**Data supplied**:
BEGIN
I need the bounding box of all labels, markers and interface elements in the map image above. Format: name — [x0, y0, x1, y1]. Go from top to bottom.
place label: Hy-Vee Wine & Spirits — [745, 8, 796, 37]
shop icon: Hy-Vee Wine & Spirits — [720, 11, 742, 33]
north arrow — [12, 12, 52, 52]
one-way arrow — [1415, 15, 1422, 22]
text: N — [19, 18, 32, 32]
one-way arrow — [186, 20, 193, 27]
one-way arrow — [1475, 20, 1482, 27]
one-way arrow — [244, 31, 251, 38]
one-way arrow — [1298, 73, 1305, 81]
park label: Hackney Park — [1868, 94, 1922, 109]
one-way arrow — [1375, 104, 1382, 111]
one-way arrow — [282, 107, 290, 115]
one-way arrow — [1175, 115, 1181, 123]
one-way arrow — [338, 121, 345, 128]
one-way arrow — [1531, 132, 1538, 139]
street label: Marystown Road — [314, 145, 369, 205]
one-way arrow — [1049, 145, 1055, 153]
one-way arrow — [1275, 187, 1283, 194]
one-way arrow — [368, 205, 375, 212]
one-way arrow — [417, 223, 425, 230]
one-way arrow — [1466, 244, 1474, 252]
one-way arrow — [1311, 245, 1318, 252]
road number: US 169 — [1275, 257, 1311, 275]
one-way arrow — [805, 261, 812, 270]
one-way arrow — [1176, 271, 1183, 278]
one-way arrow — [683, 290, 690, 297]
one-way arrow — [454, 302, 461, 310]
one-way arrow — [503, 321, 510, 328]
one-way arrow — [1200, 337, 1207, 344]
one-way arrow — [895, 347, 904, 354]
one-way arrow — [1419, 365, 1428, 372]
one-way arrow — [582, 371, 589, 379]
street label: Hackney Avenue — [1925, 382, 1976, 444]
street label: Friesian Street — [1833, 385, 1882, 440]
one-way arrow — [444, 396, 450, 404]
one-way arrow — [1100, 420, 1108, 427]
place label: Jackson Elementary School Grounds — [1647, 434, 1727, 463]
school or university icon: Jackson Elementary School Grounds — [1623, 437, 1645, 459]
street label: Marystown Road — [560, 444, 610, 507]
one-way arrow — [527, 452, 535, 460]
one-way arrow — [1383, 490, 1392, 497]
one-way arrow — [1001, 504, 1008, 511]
END
**Work item**: Please reproduce the data as it was given, with every line exact.

**Exercise output**:
I need the bounding box of all labels, markers and interface elements in the map image above. Format: name — [x0, y0, x1, y1]. Go from top to bottom.
place label: Hy-Vee Wine & Spirits — [745, 8, 796, 37]
shop icon: Hy-Vee Wine & Spirits — [720, 11, 742, 33]
north arrow — [12, 12, 52, 52]
one-way arrow — [1415, 15, 1422, 22]
text: N — [19, 18, 32, 32]
one-way arrow — [186, 20, 193, 27]
one-way arrow — [1475, 20, 1482, 27]
one-way arrow — [244, 31, 251, 38]
one-way arrow — [1298, 73, 1305, 81]
park label: Hackney Park — [1868, 94, 1922, 109]
one-way arrow — [1375, 104, 1382, 111]
one-way arrow — [282, 107, 290, 115]
one-way arrow — [1175, 115, 1181, 123]
one-way arrow — [338, 121, 345, 128]
one-way arrow — [1531, 132, 1538, 139]
street label: Marystown Road — [314, 145, 369, 205]
one-way arrow — [1049, 145, 1055, 153]
one-way arrow — [1275, 187, 1283, 194]
one-way arrow — [368, 205, 375, 212]
one-way arrow — [417, 223, 425, 230]
one-way arrow — [1466, 244, 1474, 252]
one-way arrow — [1311, 245, 1318, 252]
road number: US 169 — [1275, 257, 1311, 275]
one-way arrow — [805, 261, 812, 270]
one-way arrow — [1176, 271, 1183, 278]
one-way arrow — [683, 290, 690, 297]
one-way arrow — [454, 302, 461, 310]
one-way arrow — [503, 321, 510, 328]
one-way arrow — [1200, 337, 1207, 344]
one-way arrow — [895, 347, 904, 354]
one-way arrow — [1419, 365, 1428, 372]
one-way arrow — [582, 371, 589, 379]
street label: Hackney Avenue — [1925, 382, 1976, 444]
street label: Friesian Street — [1833, 385, 1882, 440]
one-way arrow — [444, 396, 450, 404]
one-way arrow — [1100, 420, 1108, 427]
place label: Jackson Elementary School Grounds — [1647, 434, 1727, 463]
school or university icon: Jackson Elementary School Grounds — [1623, 437, 1645, 459]
street label: Marystown Road — [560, 444, 610, 507]
one-way arrow — [527, 452, 535, 460]
one-way arrow — [1383, 490, 1392, 497]
one-way arrow — [1001, 504, 1008, 511]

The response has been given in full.